> _WORK INSTRUCTIONS_:
Search the entries below for the word "Company" and copy every line where it appears.

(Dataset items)
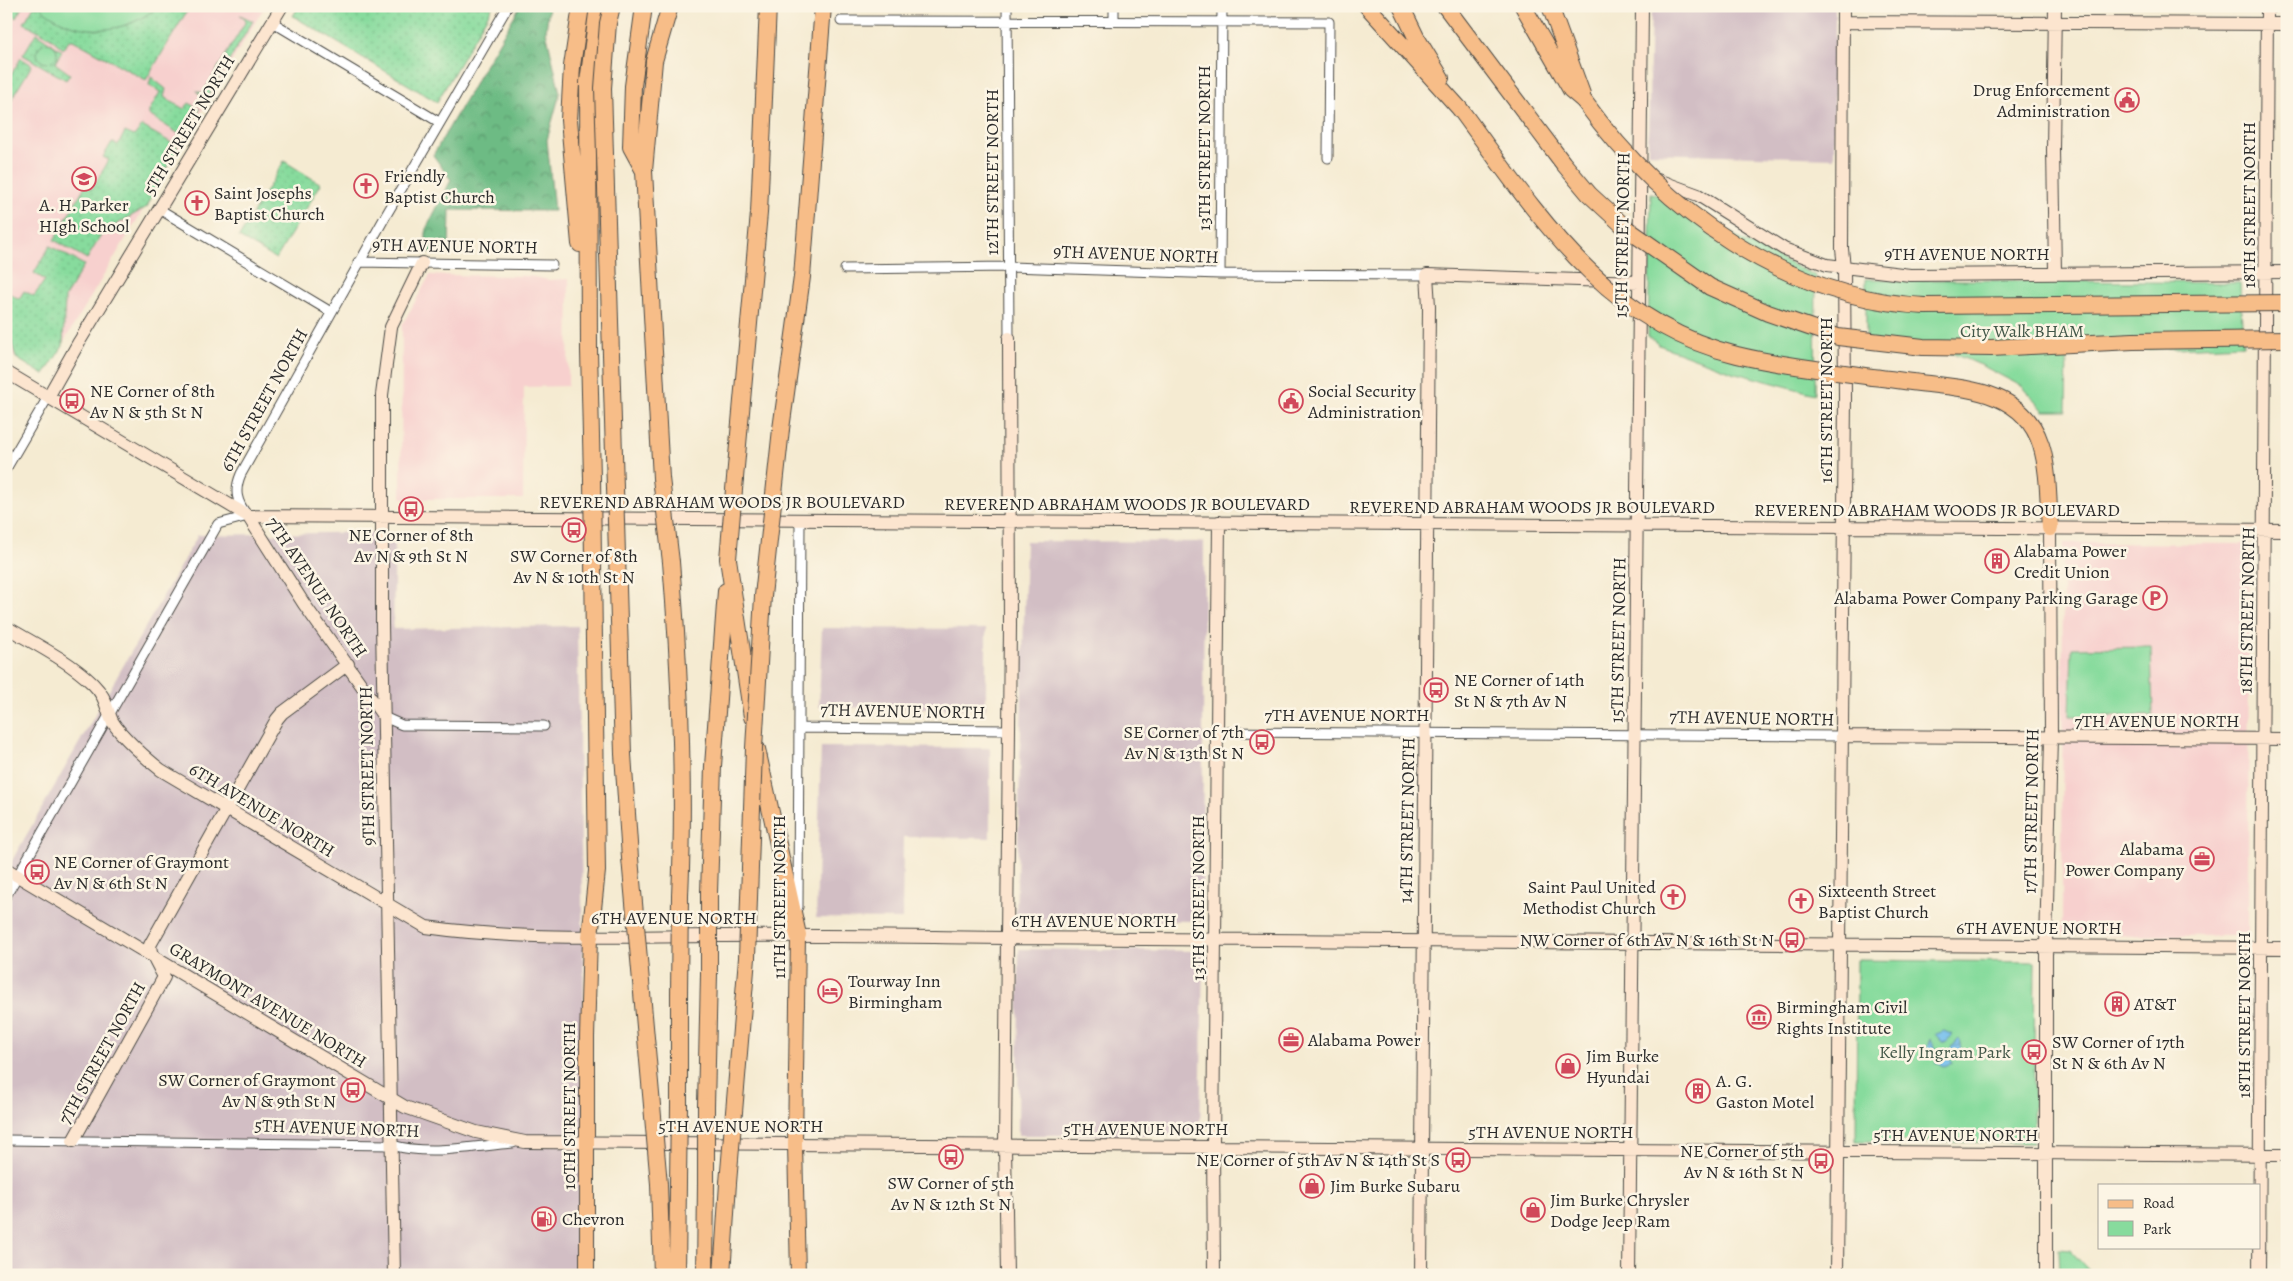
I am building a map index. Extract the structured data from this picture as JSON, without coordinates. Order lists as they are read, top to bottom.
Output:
{
  "streets": {
    "main road": ["11TH STREET NORTH", "10TH STREET NORTH"],
    "street": [
      "5TH STREET NORTH",
      "13TH STREET NORTH",
      "12TH STREET NORTH",
      "18TH STREET NORTH",
      "15TH STREET NORTH",
      "9TH AVENUE NORTH",
      "6TH STREET NORTH",
      "16TH STREET NORTH",
      "REVEREND ABRAHAM WOODS JR BOULEVARD",
      "7TH AVENUE NORTH",
      "9TH STREET NORTH",
      "6TH AVENUE NORTH",
      "17TH STREET NORTH",
      "14TH STREET NORTH",
      "GRAYMONT AVENUE NORTH",
      "7TH STREET NORTH",
      "5TH AVENUE NORTH"
    ]
  },
  "crossings": [
    ["13TH STREET NORTH", "9TH AVENUE NORTH"],
    ["13TH STREET NORTH", "REVEREND ABRAHAM WOODS JR BOULEVARD"],
    ["13TH STREET NORTH", "7TH AVENUE NORTH"],
    ["13TH STREET NORTH", "6TH AVENUE NORTH"],
    ["13TH STREET NORTH", "5TH AVENUE NORTH"],
    ["12TH STREET NORTH", "9TH AVENUE NORTH"],
    ["18TH STREET NORTH", "9TH AVENUE NORTH"],
    ["18TH STREET NORTH", "REVEREND ABRAHAM WOODS JR BOULEVARD"],
    ["18TH STREET NORTH", "7TH AVENUE NORTH"],
    ["18TH STREET NORTH", "6TH AVENUE NORTH"],
    ["18TH STREET NORTH", "5TH AVENUE NORTH"],
    ["15TH STREET NORTH", "9TH AVENUE NORTH"],
    ["15TH STREET NORTH", "REVEREND ABRAHAM WOODS JR BOULEVARD"],
    ["15TH STREET NORTH", "7TH AVENUE NORTH"],
    ["15TH STREET NORTH", "6TH AVENUE NORTH"],
    ["15TH STREET NORTH", "5TH AVENUE NORTH"],
    ["9TH AVENUE NORTH", "6TH STREET NORTH"],
    ["9TH AVENUE NORTH", "16TH STREET NORTH"],
    ["9TH AVENUE NORTH", "9TH STREET NORTH"],
    ["9TH AVENUE NORTH", "14TH STREET NORTH"],
    ["6TH STREET NORTH", "REVEREND ABRAHAM WOODS JR BOULEVARD"],
    ["6TH STREET NORTH", "7TH AVENUE NORTH"],
    ["16TH STREET NORTH", "REVEREND ABRAHAM WOODS JR BOULEVARD"],
    ["16TH STREET NORTH", "7TH AVENUE NORTH"],
    ["16TH STREET NORTH", "6TH AVENUE NORTH"],
    ["16TH STREET NORTH", "5TH AVENUE NORTH"],
    ["REVEREND ABRAHAM WOODS JR BOULEVARD", "7TH AVENUE NORTH"],
    ["REVEREND ABRAHAM WOODS JR BOULEVARD", "9TH STREET NORTH"],
    ["REVEREND ABRAHAM WOODS JR BOULEVARD", "17TH STREET NORTH"],
    ["REVEREND ABRAHAM WOODS JR BOULEVARD", "14TH STREET NORTH"],
    ["REVEREND ABRAHAM WOODS JR BOULEVARD", "11TH STREET NORTH"],
    ["7TH AVENUE NORTH", "9TH STREET NORTH"],
    ["7TH AVENUE NORTH", "17TH STREET NORTH"],
    ["7TH AVENUE NORTH", "14TH STREET NORTH"],
    ["7TH AVENUE NORTH", "11TH STREET NORTH"],
    ["9TH STREET NORTH", "6TH AVENUE NORTH"],
    ["9TH STREET NORTH", "GRAYMONT AVENUE NORTH"],
    ["9TH STREET NORTH", "5TH AVENUE NORTH"],
    ["6TH AVENUE NORTH", "17TH STREET NORTH"],
    ["6TH AVENUE NORTH", "14TH STREET NORTH"],
    ["6TH AVENUE NORTH", "11TH STREET NORTH"],
    ["6TH AVENUE NORTH", "10TH STREET NORTH"],
    ["17TH STREET NORTH", "5TH AVENUE NORTH"],
    ["14TH STREET NORTH", "5TH AVENUE NORTH"],
    ["11TH STREET NORTH", "5TH AVENUE NORTH"],
    ["GRAYMONT AVENUE NORTH", "7TH STREET NORTH"],
    ["GRAYMONT AVENUE NORTH", "5TH AVENUE NORTH"],
    ["7TH STREET NORTH", "5TH AVENUE NORTH"],
    ["10TH STREET NORTH", "5TH AVENUE NORTH"]
  ],
  "parks": ["City Walk BHAM", "Kelly Ingram Park"],
  "places": {
    "public building": ["Drug Enforcement Administration", "Social Security Administration"],
    "school or university": ["A. H. Parker HIgh School"],
    "church": [
      "Friendly Baptist Church",
      "Saint Josephs Baptist Church",
      "Saint Paul United Methodist Church",
      "Sixteenth Street Baptist Church"
    ],
    "bus stop": [
      "NE Corner of 8th Av N & 5th St N",
      "NE Corner of 8th Av N & 9th St N",
      "SW Corner of 8th Av N & 10th St N",
      "NE Corner of 14th St N & 7th Av N",
      "SE Corner of 7th Av N & 13th St N",
      "NE Corner of Graymont Av N & 6th St N",
      "NW Corner of 6th Av N & 16th St N",
      "SW Corner of 17th St N & 6th Av N",
      "SW Corner of Graymont Av N & 9th St N",
      "SW Corner of 5th Av N & 12th St N",
      "NE Corner of 5th Av N & 14th St S",
      "NE Corner of 5th Av N & 16th St N"
    ],
    "building": ["Alabama Power Credit Union", "AT&T", "A. G. Gaston Motel"],
    "parking": ["Alabama Power Company Parking Garage"],
    "office": ["Alabama Power Company", "Alabama Power"],
    "hotel": ["Tourway Inn Birmingham"],
    "museum": ["Birmingham Civil Rights Institute"],
    "shop": ["Jim Burke Hyundai", "Jim Burke Subaru", "Jim Burke Chrysler Dodge Jeep Ram"],
    "fuel station": ["Chevron"]
  },
  "legend": ["Road", "Park"]
}
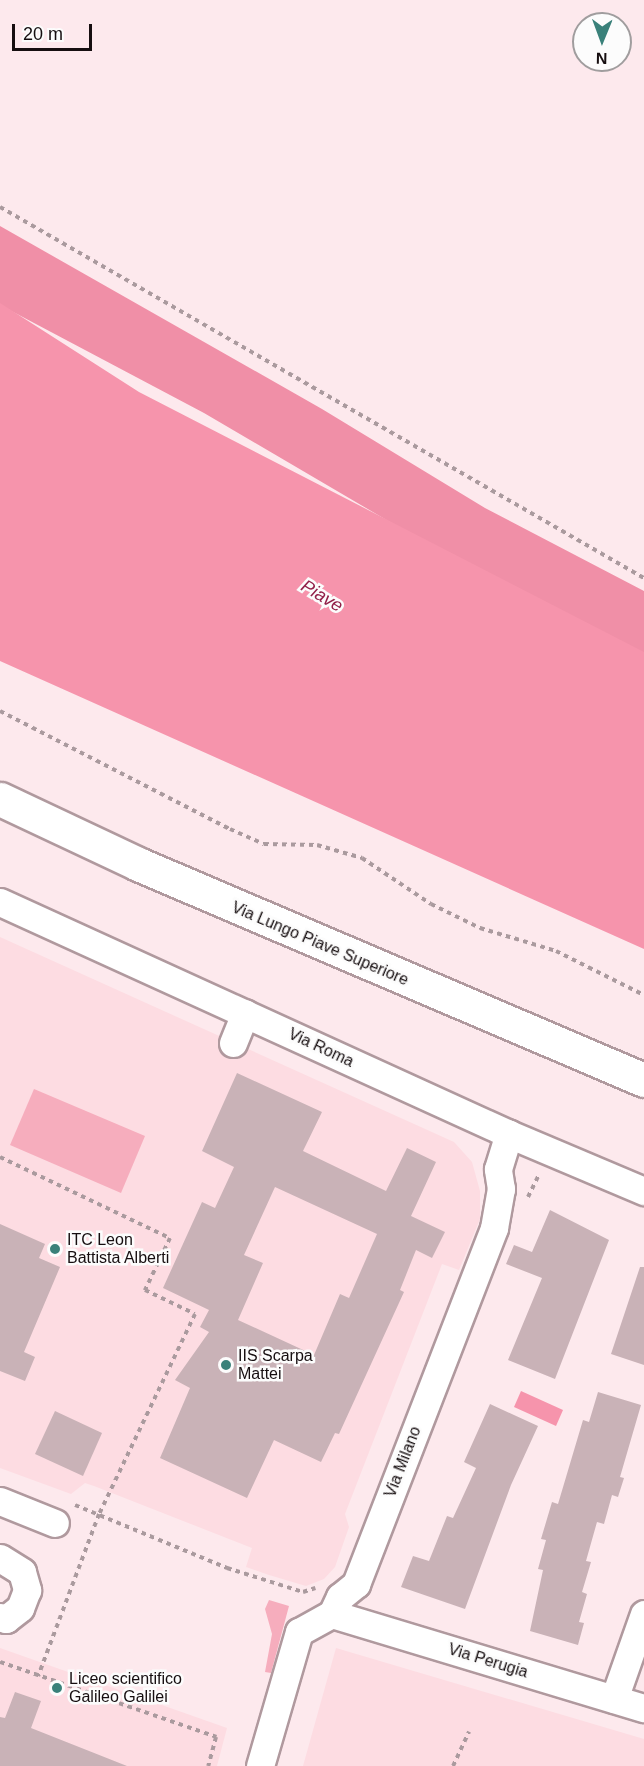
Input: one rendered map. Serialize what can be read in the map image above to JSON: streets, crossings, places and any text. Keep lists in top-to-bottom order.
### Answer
{
  "streets": {
    "main road": ["Via Lungo Piave Superiore"],
    "street": ["Via Roma", "Via Milano", "Via Perugia"]
  },
  "crossings": [
    ["Via Roma", "Via Milano"],
    ["Via Milano", "Via Perugia"]
  ],
  "water": ["Piave"],
  "places": ["ITC Leon Battista Alberti", "IIS Scarpa Mattei", "Liceo scientifico Galileo Galilei"],
  "scale_bar": "20 m",
  "north": "bottom"
}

> _ANSWER_:
    "parking": ["Alabama Power Company Parking Garage"],
    "office": ["Alabama Power Company", "Alabama Power"],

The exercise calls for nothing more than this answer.